One of the main goals of MINIX 3 is reliability. Below we discuss some of the more important principles that enhance MINIX 3's reliability. These principles also enhance security, since most security flaws are due to attackers exploiting bugs in the code, so greater reliability will also improve security. Some of the ideas discussed are in the current release, but a few are scheduled for the next release. As this is a research project, we often make changes as we think of new ways to improve reliability.
Monolithic operating systems (e.g., Windows, Linux, BSD) have millions of lines of kernel code. There is no way so much code can ever be made correct. In contrast, MINIX 3 has about 4000 lines of executable kernel code. We believe this code can eventually be made fairly close to bug free.
In monolithic operating systems, device drivers reside in the kernel. This means that when a new peripheral is installed, unknown, untrusted code is inserted in the kernel. A single bad line of code in a driver can bring down the system. This design is fundamentally flawed. In MINIX 3, each device driver is a separate user-mode process. Drivers cannot execute privileged instructions, change the page tables, perform I/O, or write to absolute memory. They have to make kernel calls for these services and the kernel checks each call for authority.
In monolithic operating systems, a driver can write to any word of memory and thus accidentally trash user programs. In MINIX 3, when a user expects data from, for example, the file system, it builds a descriptor telling who has access and at what addresses. It then passes an index to this descriptor to the file system, which may pass it to a driver. The file system or driver then asks the kernel to write via the descriptor, making it impossible for them to write to addresses outside the buffer.

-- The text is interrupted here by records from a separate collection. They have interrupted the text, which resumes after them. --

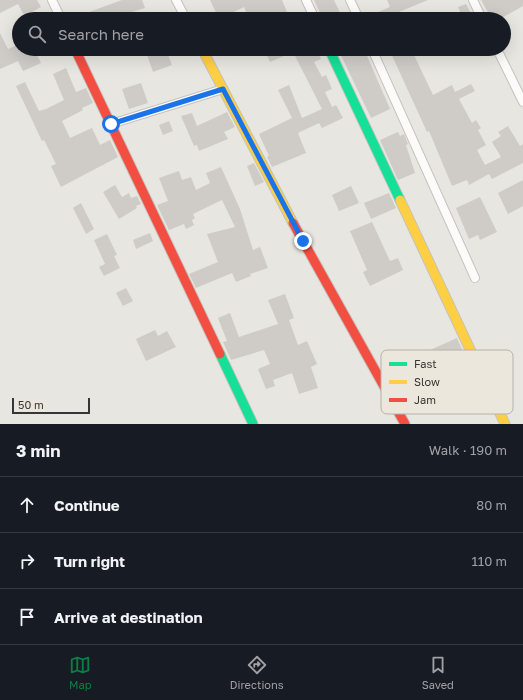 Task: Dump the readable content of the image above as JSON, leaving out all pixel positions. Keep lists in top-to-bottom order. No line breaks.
{"legend":["Fast","Slow","Jam"],"scale_bar":"50 m","page":{"search":"Search here","scale":"50 m","heading":["3 min","Walk · 190 m"],"list":[["Continue","80 m"],["Turn right","110 m"],"Arrive at destination"],"nav":["Map","Directions","Saved"]}} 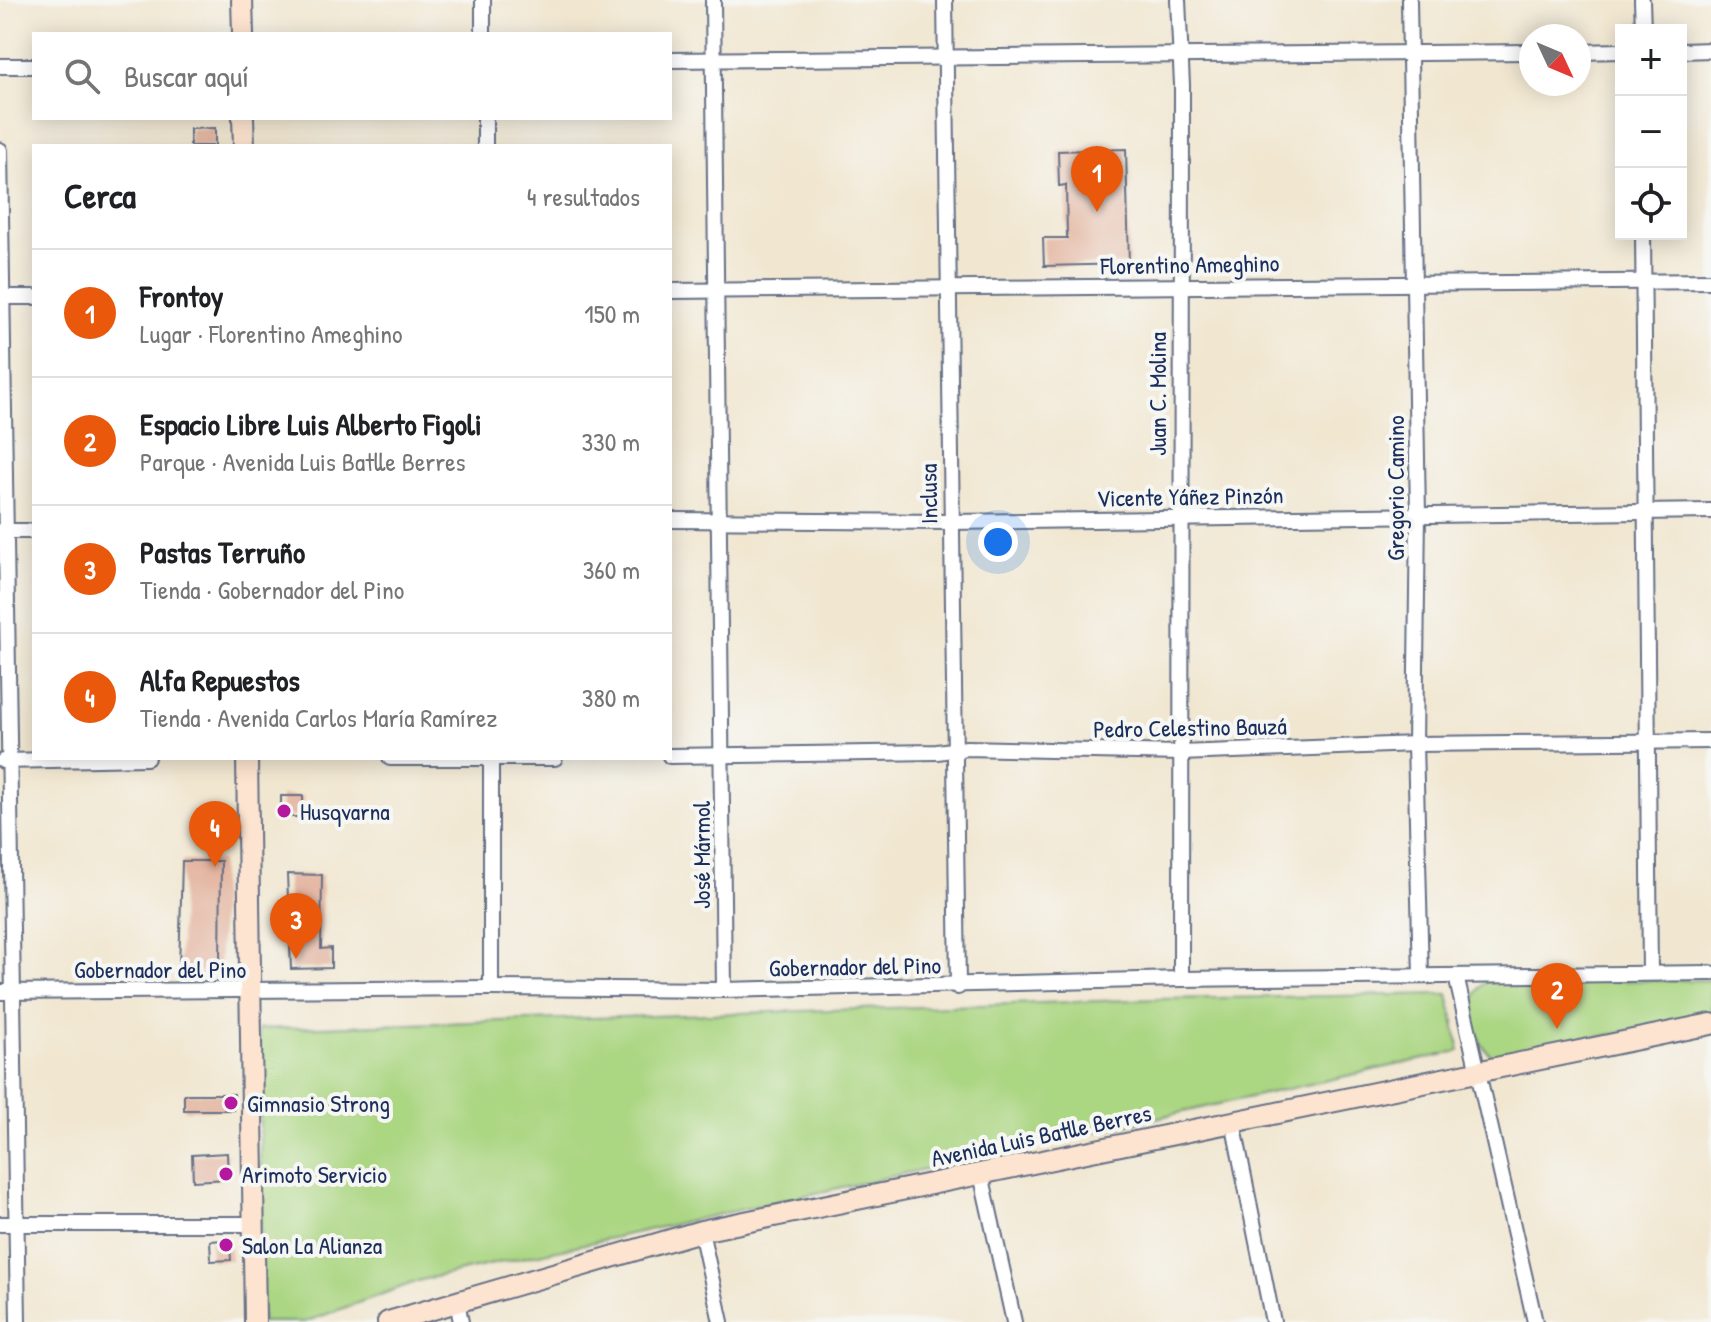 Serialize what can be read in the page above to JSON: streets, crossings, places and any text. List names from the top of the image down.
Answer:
{
  "streets": {
    "main road": ["Avenida Luis Batlle Berres"],
    "street": [
      "Florentino Ameghino",
      "Juan C. Molina",
      "Gregorio Camino",
      "Inclusa",
      "Vicente Yáñez Pinzón",
      "Pedro Celestino Bauzá",
      "José Mármol",
      "Gobernador del Pino"
    ]
  },
  "crossings": [
    ["Florentino Ameghino", "Juan C. Molina"],
    ["Florentino Ameghino", "Gregorio Camino"],
    ["Florentino Ameghino", "Inclusa"],
    ["Florentino Ameghino", "José Mármol"],
    ["Juan C. Molina", "Vicente Yáñez Pinzón"],
    ["Juan C. Molina", "Pedro Celestino Bauzá"],
    ["Juan C. Molina", "Gobernador del Pino"],
    ["Gregorio Camino", "Vicente Yáñez Pinzón"],
    ["Gregorio Camino", "Pedro Celestino Bauzá"],
    ["Gregorio Camino", "Gobernador del Pino"],
    ["Inclusa", "Vicente Yáñez Pinzón"],
    ["Inclusa", "Pedro Celestino Bauzá"],
    ["Inclusa", "Gobernador del Pino"],
    ["Vicente Yáñez Pinzón", "José Mármol"],
    ["Pedro Celestino Bauzá", "José Mármol"],
    ["José Mármol", "Gobernador del Pino"]
  ],
  "places": [
    "Husqvarna",
    "Gimnasio Strong",
    "Arimoto Servicio",
    "Salon La Alianza"
  ],
  "north": "bottom right",
  "page": {
    "map_buttons": ["+", "−"],
    "search": "Buscar aquí",
    "heading": ["Cerca", "4 resultados"],
    "pins": [
      "1",
      "4",
      "3",
      "2"
    ],
    "list": [
      {
        "mark": "1",
        "name": "Frontoy",
        "note": "Lugar · Florentino Ameghino",
        "value": "150 m"
      },
      {
        "mark": "2",
        "name": "Espacio Libre Luis Alberto Figoli",
        "note": "Parque · Avenida Luis Batlle Berres",
        "value": "330 m"
      },
      {
        "mark": "3",
        "name": "Pastas Terruño",
        "note": "Tienda · Gobernador del Pino",
        "value": "360 m"
      },
      {
        "mark": "4",
        "name": "Alfa Repuestos",
        "note": "Tienda · Avenida Carlos María Ramírez",
        "value": "380 m"
      }
    ]
  }
}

Dereferencing a bad pointer within a driver will crash the driver process, but will have no effect on the system as a whole. The reincarnation server will restart the crashed driver automatically. For some drivers (e.g., disk and network) recovery is transparent to user processes. For others (e.g., audio and printer), the user may notice. In monolithic systems, dereferencing a bad pointer in a (kernel) driver normally leads to a system crash.
If a driver gets into an infinite loop, the scheduler will gradually lower its priority until it becomes the idle process. Eventually the reincarnation server will see that it is not responding to status requests, so it will kill and restart the looping driver. In a monolithic system, a looping driver hangs the system.
MINIX 3 uses fixed-length messages for internal communication, which eliminates certain buffer overruns and buffer management problems. Also, many exploits work by overrunning a buffer to trick the program into returning from a function call using an overwritten stacked return address pointing into the overrun buffer. In MINIX 3, this attack does not work because instruction and data space are split and only code in (read-only) instruction space can be executed.
Device drivers obtain kernel services (such as copying data to users' address spaces) by making kernel calls. The MINIX 3 kernel has a bit map for each driver specifying which calls it is authorized to make. In monolithic systems every driver can call every kernel function, authorized or not.
The kernel also maintains a table telling which I/O ports each driver may access. As a result, a driver can only touch its own I/O ports. In monolithic systems, a buggy driver can access I/O ports belonging to another device.
Not every driver and server needs to communicate with every other driver and server. Accordingly, a per-process bit map determines which destinations each process may send to.
A special process, called the reincarnation server, periodically pings each device driver. If the driver dies or fails to respond correctly to pings, the reincarnation server automatically replaces it by a fresh copy. The detection and replacement of nonfunctioning drivers is automatic, without any user action required. This feature does not work for disk drivers at present, but in the next release the system will be able to recover even disk drivers, which will be shadowed in RAM. Driver recovery does not affect running processes.
When a interrupt occurs, it is converted at a low level to a notification sent to the appropriate driver. If the driver is waiting for a message, it gets the interrupt immediately; otherwise it gets the notification the next time it does a RECEIVE to get a message. This scheme eliminates nested interrupts and makes driver programming easier.